McIntyre has written thousands of articles for 24/7 Wall St. He is an expert on corporate finance, the automotive industry, media companies and international finance. He has edited articles on national demographics, sports, personal income and travel.

His work has been quoted or mentioned in The New York Times, The Wall Street Journal, Los Angeles Times, The Washington Post, NBC News, Time, The New Yorker, HuffPost USA Today, Business Insider, Yahoo, AOL, MarketWatch, The Atlantic, Bloomberg, New York Post, Chicago Tribune, Forbes, The Guardian and many other major publications. McIntyre has been a guest on CNBC, the BBC and television and radio stations across the country.

A magna cum laude graduate of Harvard College, McIntyre also was president of The Harvard Advocate. Founded in 1866, the Advocate is the oldest college publication in the United States.
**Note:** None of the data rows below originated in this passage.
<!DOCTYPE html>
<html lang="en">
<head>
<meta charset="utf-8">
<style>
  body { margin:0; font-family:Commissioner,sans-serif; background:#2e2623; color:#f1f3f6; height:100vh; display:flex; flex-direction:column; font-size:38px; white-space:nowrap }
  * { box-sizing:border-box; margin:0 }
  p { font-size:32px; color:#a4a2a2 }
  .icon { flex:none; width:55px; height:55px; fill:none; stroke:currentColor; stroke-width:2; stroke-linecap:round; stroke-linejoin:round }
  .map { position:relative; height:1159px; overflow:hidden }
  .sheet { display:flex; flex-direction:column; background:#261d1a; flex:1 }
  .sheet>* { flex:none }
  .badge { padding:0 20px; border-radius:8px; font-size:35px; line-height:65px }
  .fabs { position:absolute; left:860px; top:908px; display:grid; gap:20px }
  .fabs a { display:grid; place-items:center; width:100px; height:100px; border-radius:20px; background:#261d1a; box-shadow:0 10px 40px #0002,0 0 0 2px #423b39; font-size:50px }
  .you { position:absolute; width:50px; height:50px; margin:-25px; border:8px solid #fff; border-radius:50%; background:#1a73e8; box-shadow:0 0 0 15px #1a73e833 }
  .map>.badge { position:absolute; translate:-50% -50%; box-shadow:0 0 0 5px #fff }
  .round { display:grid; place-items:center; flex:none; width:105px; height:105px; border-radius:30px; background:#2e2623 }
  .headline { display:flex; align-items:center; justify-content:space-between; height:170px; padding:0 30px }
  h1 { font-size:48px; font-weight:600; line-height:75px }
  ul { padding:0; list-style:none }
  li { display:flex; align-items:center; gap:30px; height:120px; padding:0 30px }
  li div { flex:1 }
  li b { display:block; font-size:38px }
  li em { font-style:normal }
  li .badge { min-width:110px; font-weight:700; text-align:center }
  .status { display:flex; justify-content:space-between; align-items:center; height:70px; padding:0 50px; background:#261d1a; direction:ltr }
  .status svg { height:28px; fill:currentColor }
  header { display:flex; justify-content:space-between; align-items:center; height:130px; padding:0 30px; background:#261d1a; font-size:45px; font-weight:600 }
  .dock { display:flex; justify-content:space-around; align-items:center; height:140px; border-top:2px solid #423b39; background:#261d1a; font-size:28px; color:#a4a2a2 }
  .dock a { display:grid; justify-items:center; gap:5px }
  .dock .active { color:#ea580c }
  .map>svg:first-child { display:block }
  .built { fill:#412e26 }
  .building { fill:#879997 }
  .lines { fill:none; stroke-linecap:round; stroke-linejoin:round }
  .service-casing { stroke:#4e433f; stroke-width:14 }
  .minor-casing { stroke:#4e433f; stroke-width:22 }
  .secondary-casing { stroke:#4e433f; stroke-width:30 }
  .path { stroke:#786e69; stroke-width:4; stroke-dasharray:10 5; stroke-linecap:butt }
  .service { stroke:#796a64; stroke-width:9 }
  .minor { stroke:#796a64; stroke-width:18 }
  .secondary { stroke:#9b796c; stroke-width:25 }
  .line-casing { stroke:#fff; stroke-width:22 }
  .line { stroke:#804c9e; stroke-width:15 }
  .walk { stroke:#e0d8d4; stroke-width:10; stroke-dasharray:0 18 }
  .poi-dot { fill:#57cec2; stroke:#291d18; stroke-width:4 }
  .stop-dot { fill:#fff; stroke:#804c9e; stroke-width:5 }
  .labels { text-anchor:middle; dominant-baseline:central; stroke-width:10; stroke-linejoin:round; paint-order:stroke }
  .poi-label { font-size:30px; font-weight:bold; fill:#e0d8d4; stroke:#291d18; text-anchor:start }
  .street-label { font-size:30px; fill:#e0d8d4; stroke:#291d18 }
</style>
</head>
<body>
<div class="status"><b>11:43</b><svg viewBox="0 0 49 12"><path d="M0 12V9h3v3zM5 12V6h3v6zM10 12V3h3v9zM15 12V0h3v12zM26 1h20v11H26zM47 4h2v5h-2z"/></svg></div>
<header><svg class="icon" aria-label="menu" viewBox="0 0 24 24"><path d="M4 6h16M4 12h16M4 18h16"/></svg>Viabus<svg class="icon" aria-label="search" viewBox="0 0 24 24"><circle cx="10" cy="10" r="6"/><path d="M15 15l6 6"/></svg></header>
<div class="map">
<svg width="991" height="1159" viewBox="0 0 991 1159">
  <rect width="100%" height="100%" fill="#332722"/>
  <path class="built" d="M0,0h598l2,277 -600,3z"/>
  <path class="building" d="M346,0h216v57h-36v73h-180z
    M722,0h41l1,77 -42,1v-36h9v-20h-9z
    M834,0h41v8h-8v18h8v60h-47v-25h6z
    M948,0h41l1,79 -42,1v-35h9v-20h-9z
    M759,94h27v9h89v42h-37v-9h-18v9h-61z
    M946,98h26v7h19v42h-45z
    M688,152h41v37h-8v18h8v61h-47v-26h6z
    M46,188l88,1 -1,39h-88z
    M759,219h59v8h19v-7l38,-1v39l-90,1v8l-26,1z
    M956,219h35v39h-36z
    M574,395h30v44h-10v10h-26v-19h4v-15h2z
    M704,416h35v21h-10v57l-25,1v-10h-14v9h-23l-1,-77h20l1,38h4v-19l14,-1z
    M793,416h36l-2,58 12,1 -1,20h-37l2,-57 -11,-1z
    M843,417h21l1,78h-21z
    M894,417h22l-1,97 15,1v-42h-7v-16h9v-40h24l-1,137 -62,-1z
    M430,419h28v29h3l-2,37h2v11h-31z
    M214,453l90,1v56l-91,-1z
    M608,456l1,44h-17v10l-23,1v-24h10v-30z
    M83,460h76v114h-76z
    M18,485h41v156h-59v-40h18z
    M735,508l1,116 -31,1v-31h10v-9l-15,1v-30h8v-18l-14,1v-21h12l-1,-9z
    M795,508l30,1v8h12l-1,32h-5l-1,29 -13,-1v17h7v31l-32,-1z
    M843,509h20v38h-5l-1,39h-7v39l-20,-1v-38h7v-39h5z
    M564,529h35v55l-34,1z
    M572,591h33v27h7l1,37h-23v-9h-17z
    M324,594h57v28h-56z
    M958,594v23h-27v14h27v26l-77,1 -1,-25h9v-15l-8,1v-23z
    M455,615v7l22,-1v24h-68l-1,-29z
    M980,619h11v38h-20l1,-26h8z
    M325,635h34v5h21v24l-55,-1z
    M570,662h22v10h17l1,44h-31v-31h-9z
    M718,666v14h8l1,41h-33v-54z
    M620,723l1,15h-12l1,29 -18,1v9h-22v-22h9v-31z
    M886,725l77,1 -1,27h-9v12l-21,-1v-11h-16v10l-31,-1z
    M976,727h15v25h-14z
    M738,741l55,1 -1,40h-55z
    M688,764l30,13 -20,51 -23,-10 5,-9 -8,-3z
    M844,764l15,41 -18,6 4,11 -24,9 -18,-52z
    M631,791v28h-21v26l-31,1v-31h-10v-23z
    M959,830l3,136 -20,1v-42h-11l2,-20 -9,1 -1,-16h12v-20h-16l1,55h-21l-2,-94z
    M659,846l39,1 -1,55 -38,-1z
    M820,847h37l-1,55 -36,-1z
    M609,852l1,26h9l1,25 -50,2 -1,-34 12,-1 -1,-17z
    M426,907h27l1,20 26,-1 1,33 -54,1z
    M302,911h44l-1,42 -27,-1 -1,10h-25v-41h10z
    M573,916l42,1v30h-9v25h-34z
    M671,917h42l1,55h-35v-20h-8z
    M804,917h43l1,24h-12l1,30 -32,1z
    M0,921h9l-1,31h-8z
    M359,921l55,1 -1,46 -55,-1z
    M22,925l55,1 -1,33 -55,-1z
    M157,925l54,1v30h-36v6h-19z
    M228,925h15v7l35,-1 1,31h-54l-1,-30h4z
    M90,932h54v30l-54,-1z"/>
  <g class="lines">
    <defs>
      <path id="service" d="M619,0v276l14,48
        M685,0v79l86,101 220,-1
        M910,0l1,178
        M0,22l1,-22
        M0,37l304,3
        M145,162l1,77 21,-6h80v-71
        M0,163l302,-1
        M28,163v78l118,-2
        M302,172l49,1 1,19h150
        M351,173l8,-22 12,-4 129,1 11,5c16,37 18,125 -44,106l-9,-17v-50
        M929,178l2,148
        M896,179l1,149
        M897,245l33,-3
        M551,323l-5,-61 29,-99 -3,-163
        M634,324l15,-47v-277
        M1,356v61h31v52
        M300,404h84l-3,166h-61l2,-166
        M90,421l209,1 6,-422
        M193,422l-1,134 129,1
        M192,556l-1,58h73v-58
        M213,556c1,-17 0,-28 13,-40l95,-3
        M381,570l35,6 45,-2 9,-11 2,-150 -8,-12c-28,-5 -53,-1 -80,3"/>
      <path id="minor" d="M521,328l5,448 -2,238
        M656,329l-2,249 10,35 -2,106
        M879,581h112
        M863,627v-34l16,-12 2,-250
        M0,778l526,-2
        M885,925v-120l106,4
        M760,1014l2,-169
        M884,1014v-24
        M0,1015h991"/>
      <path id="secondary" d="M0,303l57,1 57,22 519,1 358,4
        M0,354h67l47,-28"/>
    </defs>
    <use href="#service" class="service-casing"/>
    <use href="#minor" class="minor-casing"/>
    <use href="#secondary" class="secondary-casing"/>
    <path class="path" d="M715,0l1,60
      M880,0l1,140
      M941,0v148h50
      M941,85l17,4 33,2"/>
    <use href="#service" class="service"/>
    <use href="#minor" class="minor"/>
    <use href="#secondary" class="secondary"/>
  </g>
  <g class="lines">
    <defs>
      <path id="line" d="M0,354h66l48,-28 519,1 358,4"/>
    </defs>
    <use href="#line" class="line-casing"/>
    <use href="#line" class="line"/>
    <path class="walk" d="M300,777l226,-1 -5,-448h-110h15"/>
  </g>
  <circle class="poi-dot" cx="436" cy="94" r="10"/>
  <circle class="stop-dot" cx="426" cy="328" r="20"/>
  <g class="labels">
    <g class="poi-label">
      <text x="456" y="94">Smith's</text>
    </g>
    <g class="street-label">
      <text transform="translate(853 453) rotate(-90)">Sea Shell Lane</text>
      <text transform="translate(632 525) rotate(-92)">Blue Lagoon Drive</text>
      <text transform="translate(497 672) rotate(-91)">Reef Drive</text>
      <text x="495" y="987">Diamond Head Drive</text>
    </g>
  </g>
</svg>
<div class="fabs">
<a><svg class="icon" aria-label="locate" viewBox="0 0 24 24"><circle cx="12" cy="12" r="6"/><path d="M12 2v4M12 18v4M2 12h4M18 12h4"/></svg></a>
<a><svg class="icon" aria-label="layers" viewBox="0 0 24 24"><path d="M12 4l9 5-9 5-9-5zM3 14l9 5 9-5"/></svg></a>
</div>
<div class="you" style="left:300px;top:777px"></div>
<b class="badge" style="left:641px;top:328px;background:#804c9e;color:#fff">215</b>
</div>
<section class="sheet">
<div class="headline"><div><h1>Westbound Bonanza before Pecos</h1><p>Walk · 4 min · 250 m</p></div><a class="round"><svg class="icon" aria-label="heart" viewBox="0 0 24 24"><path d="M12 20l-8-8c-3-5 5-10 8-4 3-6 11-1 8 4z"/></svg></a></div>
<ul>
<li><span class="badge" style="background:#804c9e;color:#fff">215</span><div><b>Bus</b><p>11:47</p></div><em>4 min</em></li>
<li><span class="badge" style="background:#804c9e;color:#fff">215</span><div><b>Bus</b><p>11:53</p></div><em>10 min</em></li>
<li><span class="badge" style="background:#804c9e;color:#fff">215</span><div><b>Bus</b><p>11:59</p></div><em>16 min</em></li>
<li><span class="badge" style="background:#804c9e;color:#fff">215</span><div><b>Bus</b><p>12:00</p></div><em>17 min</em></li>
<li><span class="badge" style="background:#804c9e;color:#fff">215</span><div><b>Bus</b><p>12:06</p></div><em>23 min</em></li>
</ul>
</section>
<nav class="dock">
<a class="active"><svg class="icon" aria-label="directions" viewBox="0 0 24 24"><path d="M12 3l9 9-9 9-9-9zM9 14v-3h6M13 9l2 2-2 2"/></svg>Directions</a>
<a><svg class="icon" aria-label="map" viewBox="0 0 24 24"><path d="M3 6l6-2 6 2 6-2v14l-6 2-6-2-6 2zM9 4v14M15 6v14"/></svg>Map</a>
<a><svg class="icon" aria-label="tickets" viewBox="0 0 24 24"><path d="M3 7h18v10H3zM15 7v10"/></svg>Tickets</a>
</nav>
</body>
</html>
TheStreet.com, Comps.com and Edgar Online are some of the public companies for which McIntyre served on the board of directors. He was a Vicinity Corporation board member when the company was sold to Microsoft in 2002. He served on the audit committees of some of these companies.

McIntyre has been the CEO of FutureSource, a provider of trading terminals and news to commodities and futures traders. He was president of Switchboard, the online phone directory company. He served as chairman and CEO of On2 Technologies, the video compression company that provided video compression software for Adobe’s Flash. Google bought On2 in 2009.